The problem with this approach in our society is that we have still not begun to respect women’s rights as evolutionary but as an imposition of grace by a male order. We have not been able to pass the Women’s Reservation Bill at a time when it was required to ensure proportional representation that would ensure inclusive participation and policy-making, not even now when a flurry of other Bills have made the cut. All women and child-friendly schemes of the government are bestowed rather than earned. The very act of “empowerment” assigns the agency to an external power of dole rather than claiming rights. And with so much muscularity of purpose on display, embracing the virtues and strength of femininity as a man upsets operable binaries.
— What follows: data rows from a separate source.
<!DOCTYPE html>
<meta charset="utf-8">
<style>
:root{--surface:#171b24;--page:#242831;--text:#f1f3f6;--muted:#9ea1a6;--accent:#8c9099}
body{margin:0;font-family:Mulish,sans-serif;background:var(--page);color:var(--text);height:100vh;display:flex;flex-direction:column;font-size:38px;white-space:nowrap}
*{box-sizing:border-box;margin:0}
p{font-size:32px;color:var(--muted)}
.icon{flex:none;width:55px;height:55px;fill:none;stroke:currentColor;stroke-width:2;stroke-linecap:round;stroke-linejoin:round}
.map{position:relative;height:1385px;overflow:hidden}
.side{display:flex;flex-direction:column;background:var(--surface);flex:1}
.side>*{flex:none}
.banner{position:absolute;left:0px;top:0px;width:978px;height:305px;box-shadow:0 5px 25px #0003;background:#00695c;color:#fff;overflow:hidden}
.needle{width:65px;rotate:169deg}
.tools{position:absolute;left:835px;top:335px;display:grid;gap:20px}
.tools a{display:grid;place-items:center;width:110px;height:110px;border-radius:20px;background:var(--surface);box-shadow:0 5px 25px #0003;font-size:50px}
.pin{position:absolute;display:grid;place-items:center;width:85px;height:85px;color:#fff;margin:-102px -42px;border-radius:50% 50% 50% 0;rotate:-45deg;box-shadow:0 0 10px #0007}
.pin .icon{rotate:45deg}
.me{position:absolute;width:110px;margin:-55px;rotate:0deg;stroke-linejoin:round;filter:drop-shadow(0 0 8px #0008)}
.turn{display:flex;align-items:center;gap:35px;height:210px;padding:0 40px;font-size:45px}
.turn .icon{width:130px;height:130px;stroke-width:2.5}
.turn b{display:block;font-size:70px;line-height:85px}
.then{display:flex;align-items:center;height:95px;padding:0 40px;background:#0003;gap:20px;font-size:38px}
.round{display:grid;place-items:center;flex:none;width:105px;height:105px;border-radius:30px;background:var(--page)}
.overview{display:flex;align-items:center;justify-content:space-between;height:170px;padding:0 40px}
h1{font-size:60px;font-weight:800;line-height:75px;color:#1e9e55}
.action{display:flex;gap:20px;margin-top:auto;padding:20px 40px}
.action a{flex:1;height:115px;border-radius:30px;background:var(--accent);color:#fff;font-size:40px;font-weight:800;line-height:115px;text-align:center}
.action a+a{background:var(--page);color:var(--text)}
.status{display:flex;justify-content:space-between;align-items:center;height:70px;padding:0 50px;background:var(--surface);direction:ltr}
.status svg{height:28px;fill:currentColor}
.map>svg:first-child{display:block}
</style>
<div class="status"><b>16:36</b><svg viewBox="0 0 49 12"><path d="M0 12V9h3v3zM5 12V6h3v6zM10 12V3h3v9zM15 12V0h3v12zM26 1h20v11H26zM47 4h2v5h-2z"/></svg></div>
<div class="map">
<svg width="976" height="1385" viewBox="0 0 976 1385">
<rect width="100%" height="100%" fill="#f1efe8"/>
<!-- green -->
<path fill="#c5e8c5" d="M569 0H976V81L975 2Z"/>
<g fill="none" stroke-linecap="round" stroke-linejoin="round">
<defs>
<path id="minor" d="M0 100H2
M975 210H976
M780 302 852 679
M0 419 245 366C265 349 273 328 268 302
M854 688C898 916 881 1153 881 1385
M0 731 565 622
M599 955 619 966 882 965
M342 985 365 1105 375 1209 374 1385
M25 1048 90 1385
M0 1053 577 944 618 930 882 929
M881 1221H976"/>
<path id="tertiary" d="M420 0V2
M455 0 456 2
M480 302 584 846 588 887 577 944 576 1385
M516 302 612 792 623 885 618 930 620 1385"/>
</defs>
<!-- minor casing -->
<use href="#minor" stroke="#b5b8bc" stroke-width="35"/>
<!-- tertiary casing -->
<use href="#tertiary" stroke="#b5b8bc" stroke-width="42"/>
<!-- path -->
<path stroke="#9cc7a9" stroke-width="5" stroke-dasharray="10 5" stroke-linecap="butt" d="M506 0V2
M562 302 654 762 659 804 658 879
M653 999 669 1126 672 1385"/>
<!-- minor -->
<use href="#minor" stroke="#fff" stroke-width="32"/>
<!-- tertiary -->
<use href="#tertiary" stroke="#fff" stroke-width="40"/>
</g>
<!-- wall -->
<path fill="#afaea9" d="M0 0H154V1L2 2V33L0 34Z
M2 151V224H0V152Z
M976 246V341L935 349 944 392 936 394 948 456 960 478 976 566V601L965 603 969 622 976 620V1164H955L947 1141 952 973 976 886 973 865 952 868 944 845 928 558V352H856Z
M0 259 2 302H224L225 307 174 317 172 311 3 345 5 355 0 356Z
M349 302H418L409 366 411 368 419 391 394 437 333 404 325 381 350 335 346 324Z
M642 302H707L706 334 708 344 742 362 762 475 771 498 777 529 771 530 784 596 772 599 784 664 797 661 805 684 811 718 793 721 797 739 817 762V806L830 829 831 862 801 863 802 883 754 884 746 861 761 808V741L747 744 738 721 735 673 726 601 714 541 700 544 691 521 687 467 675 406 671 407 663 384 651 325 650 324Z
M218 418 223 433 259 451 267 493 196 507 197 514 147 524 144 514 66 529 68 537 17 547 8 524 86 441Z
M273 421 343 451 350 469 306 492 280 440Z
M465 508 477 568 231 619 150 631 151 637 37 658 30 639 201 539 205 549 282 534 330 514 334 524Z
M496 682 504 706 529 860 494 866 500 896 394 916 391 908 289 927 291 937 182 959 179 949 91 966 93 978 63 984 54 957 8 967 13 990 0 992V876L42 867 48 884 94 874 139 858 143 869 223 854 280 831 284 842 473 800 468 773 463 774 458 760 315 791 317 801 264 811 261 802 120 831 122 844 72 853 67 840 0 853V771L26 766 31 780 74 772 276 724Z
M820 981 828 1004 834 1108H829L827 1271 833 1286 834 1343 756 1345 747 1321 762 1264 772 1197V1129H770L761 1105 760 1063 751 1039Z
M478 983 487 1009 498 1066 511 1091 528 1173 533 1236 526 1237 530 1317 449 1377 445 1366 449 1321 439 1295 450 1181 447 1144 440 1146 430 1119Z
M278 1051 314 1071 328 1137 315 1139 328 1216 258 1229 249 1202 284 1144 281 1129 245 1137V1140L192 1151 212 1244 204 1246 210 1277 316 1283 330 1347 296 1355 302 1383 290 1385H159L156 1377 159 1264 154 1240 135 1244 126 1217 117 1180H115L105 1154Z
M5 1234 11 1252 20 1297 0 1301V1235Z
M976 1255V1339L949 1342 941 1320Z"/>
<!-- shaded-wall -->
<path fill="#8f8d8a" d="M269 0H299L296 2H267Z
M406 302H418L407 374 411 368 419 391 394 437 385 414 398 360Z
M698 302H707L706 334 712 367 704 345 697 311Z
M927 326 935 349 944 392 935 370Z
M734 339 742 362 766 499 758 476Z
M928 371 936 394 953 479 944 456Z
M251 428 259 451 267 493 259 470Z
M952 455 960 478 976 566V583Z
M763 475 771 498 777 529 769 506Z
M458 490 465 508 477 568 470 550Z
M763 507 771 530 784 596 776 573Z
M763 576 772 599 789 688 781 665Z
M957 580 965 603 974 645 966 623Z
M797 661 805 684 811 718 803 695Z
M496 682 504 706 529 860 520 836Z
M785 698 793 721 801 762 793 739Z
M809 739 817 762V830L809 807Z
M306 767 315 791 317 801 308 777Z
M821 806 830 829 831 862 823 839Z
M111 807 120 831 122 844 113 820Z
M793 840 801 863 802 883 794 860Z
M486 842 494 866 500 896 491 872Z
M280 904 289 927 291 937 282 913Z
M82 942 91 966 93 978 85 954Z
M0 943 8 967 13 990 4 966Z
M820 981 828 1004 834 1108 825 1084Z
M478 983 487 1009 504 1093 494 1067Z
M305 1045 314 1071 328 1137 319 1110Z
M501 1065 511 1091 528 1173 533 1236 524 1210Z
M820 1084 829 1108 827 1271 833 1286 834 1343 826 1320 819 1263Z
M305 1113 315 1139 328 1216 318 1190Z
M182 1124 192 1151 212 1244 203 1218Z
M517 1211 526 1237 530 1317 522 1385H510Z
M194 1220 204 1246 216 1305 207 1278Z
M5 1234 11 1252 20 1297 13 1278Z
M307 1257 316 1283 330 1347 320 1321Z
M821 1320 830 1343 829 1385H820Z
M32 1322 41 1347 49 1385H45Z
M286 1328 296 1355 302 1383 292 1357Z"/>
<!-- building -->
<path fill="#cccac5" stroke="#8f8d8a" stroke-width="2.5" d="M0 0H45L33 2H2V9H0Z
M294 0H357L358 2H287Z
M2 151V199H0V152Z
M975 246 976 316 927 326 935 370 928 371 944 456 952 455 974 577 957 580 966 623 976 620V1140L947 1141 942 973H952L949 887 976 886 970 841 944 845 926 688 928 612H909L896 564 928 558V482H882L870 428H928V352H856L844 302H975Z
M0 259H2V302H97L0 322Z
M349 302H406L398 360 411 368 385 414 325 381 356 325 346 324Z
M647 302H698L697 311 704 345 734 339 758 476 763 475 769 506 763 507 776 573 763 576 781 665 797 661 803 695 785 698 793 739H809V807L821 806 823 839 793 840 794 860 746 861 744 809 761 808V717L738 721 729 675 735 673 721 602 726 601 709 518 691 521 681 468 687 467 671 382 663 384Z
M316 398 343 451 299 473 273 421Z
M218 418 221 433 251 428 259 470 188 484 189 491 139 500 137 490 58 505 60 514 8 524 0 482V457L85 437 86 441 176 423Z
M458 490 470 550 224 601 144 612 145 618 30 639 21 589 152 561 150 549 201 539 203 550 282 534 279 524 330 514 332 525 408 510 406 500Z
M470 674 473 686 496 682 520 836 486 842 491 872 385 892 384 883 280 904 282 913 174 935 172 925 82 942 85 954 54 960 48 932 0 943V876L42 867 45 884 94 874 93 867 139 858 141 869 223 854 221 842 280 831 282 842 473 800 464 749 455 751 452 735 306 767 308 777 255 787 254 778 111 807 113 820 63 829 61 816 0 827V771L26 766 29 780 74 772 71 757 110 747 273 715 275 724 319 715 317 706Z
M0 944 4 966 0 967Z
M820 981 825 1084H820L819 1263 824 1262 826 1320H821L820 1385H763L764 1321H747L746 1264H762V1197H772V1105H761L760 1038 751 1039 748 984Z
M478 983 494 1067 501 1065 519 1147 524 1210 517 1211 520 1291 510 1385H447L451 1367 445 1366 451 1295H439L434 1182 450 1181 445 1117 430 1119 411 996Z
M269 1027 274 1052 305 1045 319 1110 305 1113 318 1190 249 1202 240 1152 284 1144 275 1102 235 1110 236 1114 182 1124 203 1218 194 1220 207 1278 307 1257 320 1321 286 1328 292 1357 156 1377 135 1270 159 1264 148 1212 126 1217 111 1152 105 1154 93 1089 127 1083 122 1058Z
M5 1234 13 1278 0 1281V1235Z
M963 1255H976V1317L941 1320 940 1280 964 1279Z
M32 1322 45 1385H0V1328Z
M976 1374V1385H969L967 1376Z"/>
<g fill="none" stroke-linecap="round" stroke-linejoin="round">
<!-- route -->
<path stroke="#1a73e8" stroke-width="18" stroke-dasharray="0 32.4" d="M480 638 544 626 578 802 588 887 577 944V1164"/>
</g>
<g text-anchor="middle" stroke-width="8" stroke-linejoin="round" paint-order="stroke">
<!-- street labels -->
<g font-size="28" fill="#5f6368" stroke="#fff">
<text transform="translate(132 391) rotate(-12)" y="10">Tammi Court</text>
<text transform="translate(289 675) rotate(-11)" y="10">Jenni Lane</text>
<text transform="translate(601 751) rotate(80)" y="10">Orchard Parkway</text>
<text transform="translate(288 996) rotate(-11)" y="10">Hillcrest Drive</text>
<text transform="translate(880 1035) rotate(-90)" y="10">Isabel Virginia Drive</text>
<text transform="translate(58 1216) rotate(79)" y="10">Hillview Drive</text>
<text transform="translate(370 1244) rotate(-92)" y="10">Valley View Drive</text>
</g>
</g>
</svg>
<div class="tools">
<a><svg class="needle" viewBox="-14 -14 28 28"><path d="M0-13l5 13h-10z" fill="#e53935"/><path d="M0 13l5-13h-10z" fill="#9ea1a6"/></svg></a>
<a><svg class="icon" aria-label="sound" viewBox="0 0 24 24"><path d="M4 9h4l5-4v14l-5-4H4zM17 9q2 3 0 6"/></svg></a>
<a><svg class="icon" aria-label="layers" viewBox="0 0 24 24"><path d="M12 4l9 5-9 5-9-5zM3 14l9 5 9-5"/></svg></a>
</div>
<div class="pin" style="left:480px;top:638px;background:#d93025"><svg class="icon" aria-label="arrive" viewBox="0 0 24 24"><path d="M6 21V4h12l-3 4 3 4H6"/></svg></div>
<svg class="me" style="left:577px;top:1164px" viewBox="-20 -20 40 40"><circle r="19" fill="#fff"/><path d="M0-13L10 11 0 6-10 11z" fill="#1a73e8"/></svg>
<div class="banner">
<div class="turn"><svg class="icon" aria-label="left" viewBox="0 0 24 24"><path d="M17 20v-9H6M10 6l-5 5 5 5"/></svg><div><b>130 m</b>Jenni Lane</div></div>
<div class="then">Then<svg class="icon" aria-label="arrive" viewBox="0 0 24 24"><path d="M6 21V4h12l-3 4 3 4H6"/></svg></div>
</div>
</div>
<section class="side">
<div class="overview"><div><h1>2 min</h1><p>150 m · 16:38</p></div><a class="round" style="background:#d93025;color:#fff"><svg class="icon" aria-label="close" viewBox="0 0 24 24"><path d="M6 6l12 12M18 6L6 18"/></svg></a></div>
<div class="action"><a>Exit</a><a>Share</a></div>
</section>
If reason, counsel and civility are now emaciating characteristics, then the idea of power automatically gets slotted in the privileged domain of a raw, hunter-gatherer masculinity. The otherness gets lumped in baskets of minorityism, liberalism or feminism. Of these, feminism is the easiest to target as the tide of opinion still favours men. Generations of women in India have worked tirelessly to rebalance the equation between sexes, often mistakenly acquiring masculine qualities and benchmarks to do so. Now they have a far tougher political context of endowment to battle, one where humaneness is predicated on the dehumanisation of others.